- Born: Tokyo, Japan
- Occupations: Manga artist Screenwriter
- Years active: 2005–present
- Known for: China Girl Barista Aji Ichi Monme

= Rei Hanagata =

Japanese manga artist

Rei Hanagata (花形怜, Hanagata Rei) is a Japanese manga artist and a manga script writer especially well known in the gourmet manga field. Almost of his works are written about people involved in food industries, such as a coffee shop owner, a cheese shop owner, a Barista, a hamburger shop owner, or a traditional Japanese cuisine chef (Itamae).

==Career==
In 2005 he started his manga writing career when he wrote the script of Cafe Dream, drawn by Osamu Hiramatsu, in Weekly Manga Times published by Houbunsha.
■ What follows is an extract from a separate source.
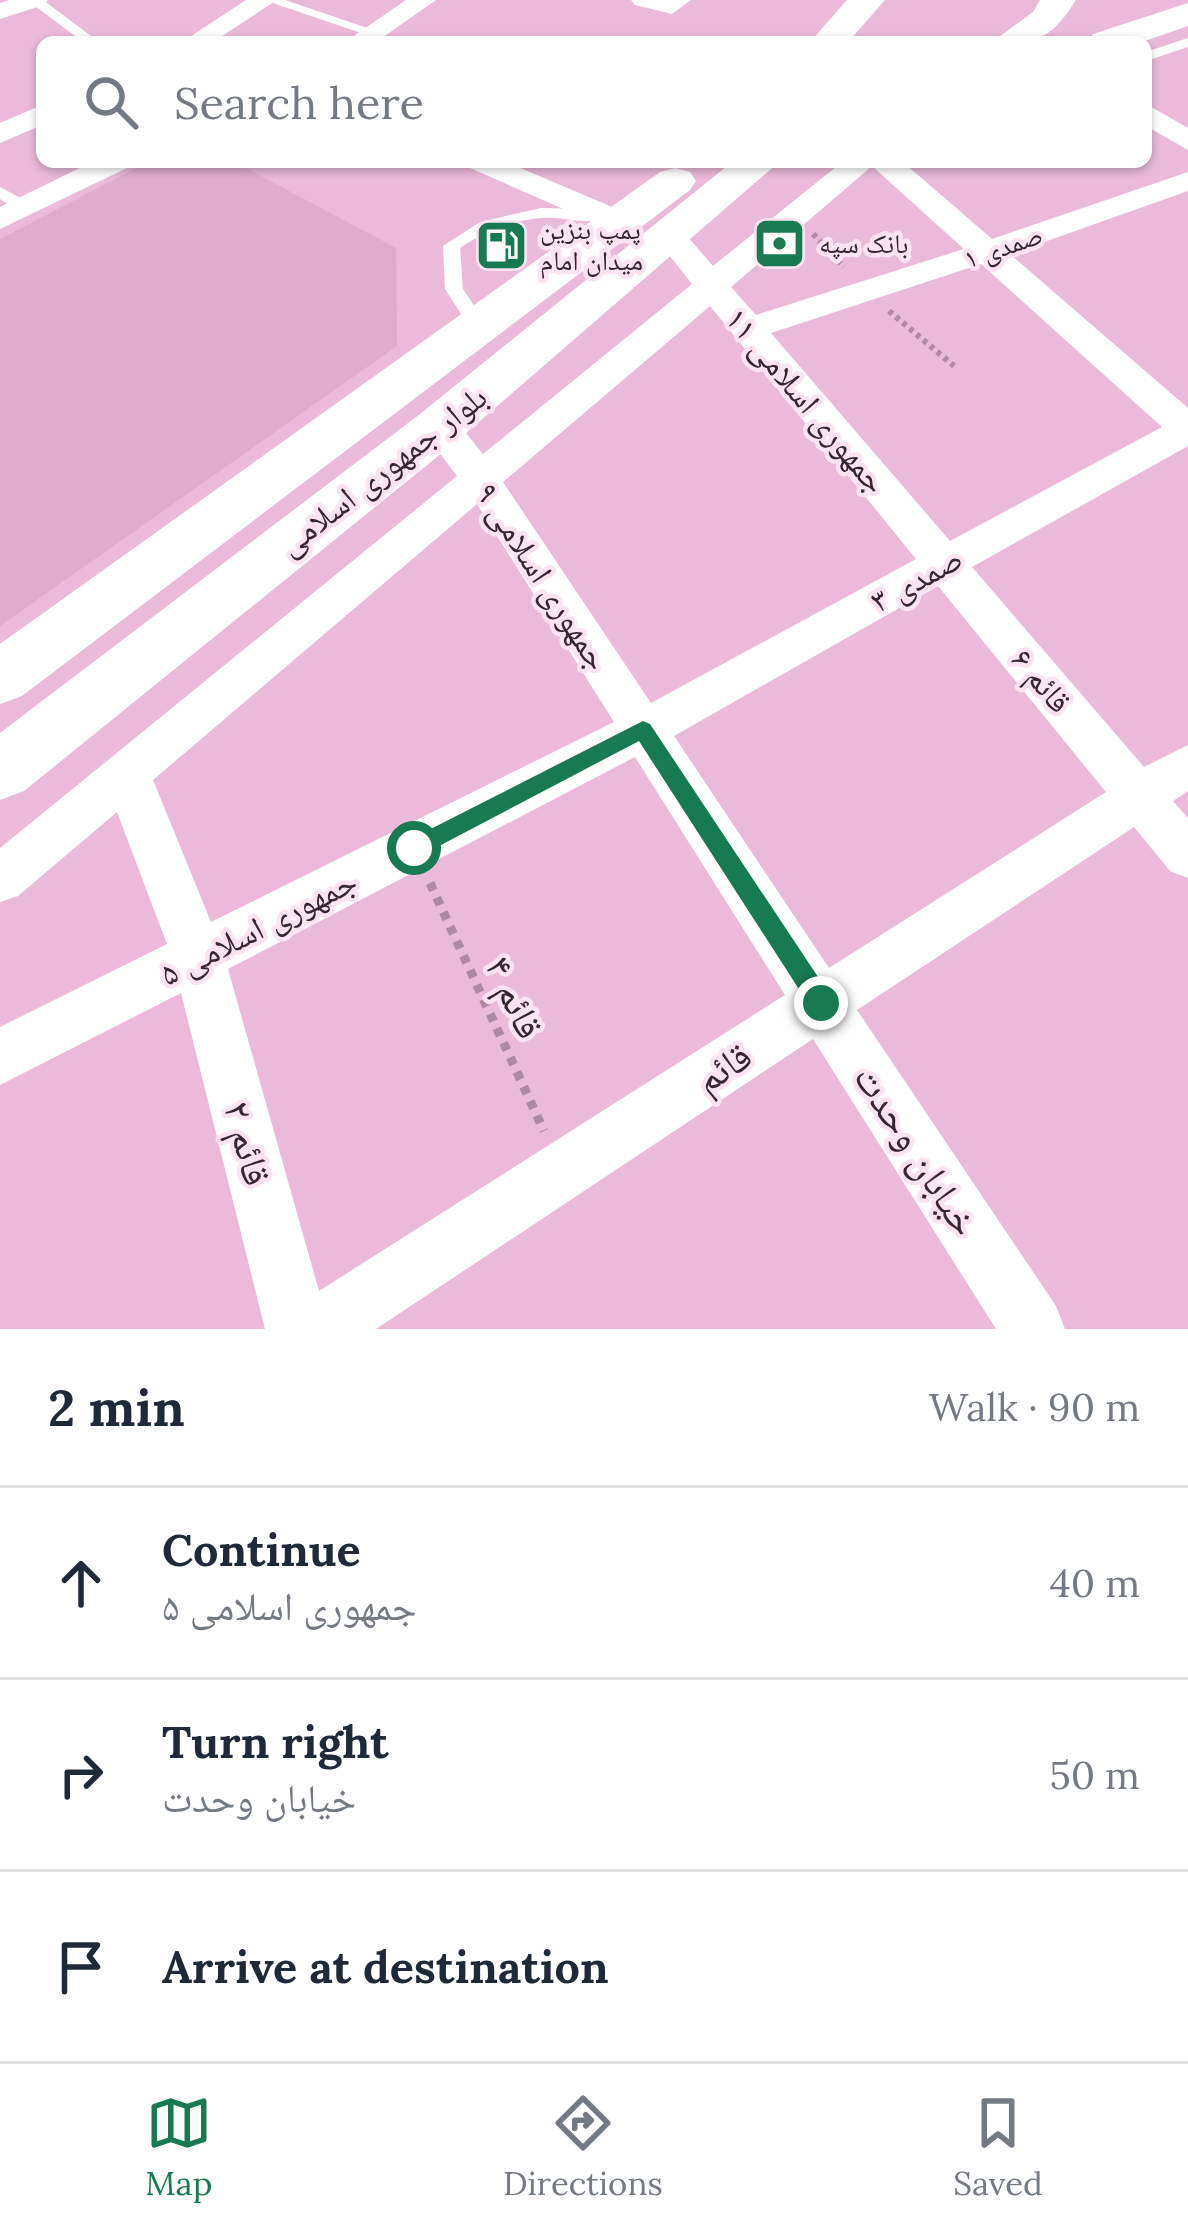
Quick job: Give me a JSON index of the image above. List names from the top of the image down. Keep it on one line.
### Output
{"streets":{"main road":["بلوار جمهوری اسلامی"],"street":["صمدی ۱","جمهوری اسلامی ۱۱","جمهوری اسلامی ۹","صمدی ۳","قائم ۶","جمهوری اسلامی ۵","قائم","قائم ۲","خیابان وحدت"],"path":["قائم ۴"]},"crossings":[["صمدی ۱","جمهوری اسلامی ۱۱"],["جمهوری اسلامی ۱۱","بلوار جمهوری اسلامی"],["جمهوری اسلامی ۱۱","صمدی ۳"],["جمهوری اسلامی ۱۱","قائم ۶"],["بلوار جمهوری اسلامی","جمهوری اسلامی ۹"],["جمهوری اسلامی ۹","صمدی ۳"],["جمهوری اسلامی ۹","جمهوری اسلامی ۵"],["جمهوری اسلامی ۹","خیابان وحدت"],["صمدی ۳","قائم ۶"],["صمدی ۳","جمهوری اسلامی ۵"],["صمدی ۳","خیابان وحدت"],["قائم ۶","قائم"],["جمهوری اسلامی ۵","قائم ۴"],["جمهوری اسلامی ۵","قائم ۲"],["جمهوری اسلامی ۵","خیابان وحدت"],["قائم ۴","قائم"],["قائم","خیابان وحدت"]],"places":{"bank":["بانک سپه"],"fuel station":["پمپ بنزین میدان امام"]},"page":{"search":"Search here","heading":["2 min","Walk · 90 m"],"list":[["Continue","جمهوری اسلامی ۵","40 m"],["Turn right","خیابان وحدت","50 m"],"Arrive at destination"],"nav":["Map","Directions","Saved"]}}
Afterward he has written a lot of books for some Japanese big publishing companies such as Shogakukan, Nihon Bungeisha, Shueisha, Kodansha and so on.
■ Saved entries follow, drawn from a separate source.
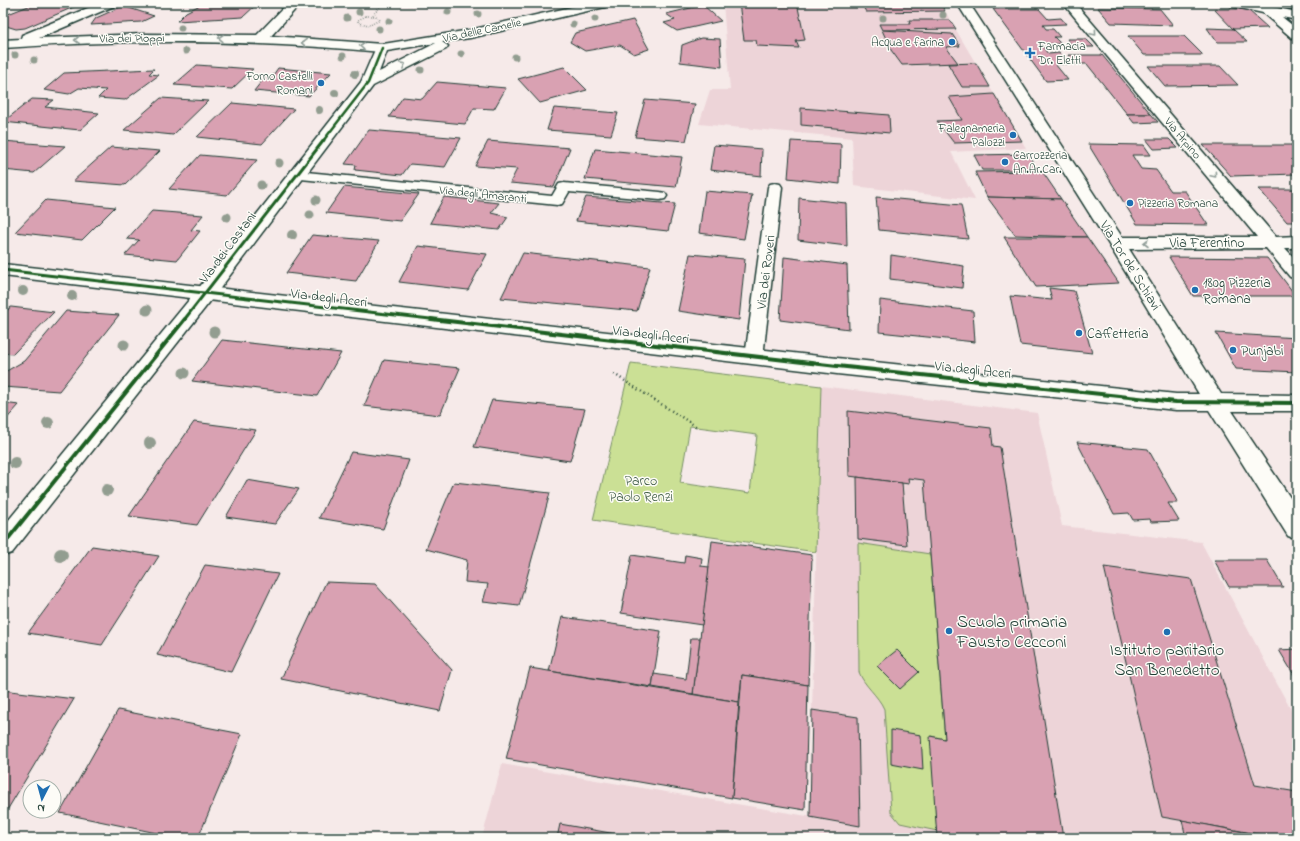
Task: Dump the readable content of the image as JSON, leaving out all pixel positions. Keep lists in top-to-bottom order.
{
  "streets": {
    "street": [
      "Via delle Camelie",
      "Via dei Pioppi",
      "Via Arpino",
      "Via Ferentino",
      "Via dei Castani",
      "Via Tor de' Schiavi",
      "Via degli Aceri"
    ],
    "lane": ["Via degli Amaranti", "Via dei Roveri"]
  },
  "crossings": [
    ["Via delle Camelie", "Via dei Pioppi"],
    ["Via delle Camelie", "Via dei Castani"],
    ["Via Arpino", "Via Ferentino"],
    ["Via degli Amaranti", "Via dei Castani"],
    ["Via Ferentino", "Via Tor de' Schiavi"],
    ["Via dei Castani", "Via degli Aceri"],
    ["Via Tor de' Schiavi", "Via degli Aceri"],
    ["Via dei Roveri", "Via degli Aceri"]
  ],
  "one_way": ["Via Arpino", "Via Ferentino"],
  "parks": ["Parco Paolo Renzi"],
  "places": {
    "other": [
      "Acqua e farina",
      "Forno Castelli Romani",
      "Falegnameria Palozzi",
      "Carrozzeria An.Ar.Car.",
      "Pizzeria Romana",
      "180g Pizzeria Romana",
      "Caffetteria",
      "Punjabi",
      "Scuola primaria Fausto Cecconi",
      "Istituto paritario San Benedetto"
    ],
    "health": ["Farmacia Dr. Eletti"]
  },
  "north": "bottom"
}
His books are translated and published in Asian and European countries include France, Belgium, Taiwan, China, South Korea, Indonesia, Thailand etc.

In 2014 he also started his career as a Screenwriter when he wrote the script of an action movie whose title is Ankoku no tatakai(Battle in the darkness), directed by Takayuki Yamaga.

==Works==
===Manga===
- Coffee Dream (2005, 5 volumes, art by Osamu Hiramatsu)
- Cheese no Jikan (2009, 5 volumes, art by Yoshinobu Yamaguchi)
- China Girl (2009, 1 volumes, art by Kei Aoyama)
- Don na Mondai! (2010, 2 volumes, art by Kanji Yoshikai)
- Barista (manga) (2010, 10 volumes, art by Kumi Muronaga)
- Onmitsu Boucho ~Honjitsu mo Urei Nashi~ (2015, 4 volumes, art by Kei Honjou)
- Today's Burger (2020, 18 volumes, art by Umetaro Saitani)
- Aji Ichi Monme - Sekai no Naka no Washoku (2017, 2 volumes, art by Yoshimi Kurata)
- Le Chocolatier Sadique (2020, 2 volumes, art by Kyuujo Matsumoto)
- Pasta no Ryuugi (2022, 3 volumes, art by Umetaro Saitani)

===Film===
- Ankoku no Tatakai (Battle in the Darkness) (2014, directed by Takayuki Yamaga)
- Koroshi no Gundan Pt. 1 (2015, directed by Yoshihisa Yamamoto)
- Koroshi no Gundan Pt. 2 (2015, directed by Yoshihisa Yamamoto)
- Charisma Yakuza (2017, directed by Masahiro Asao)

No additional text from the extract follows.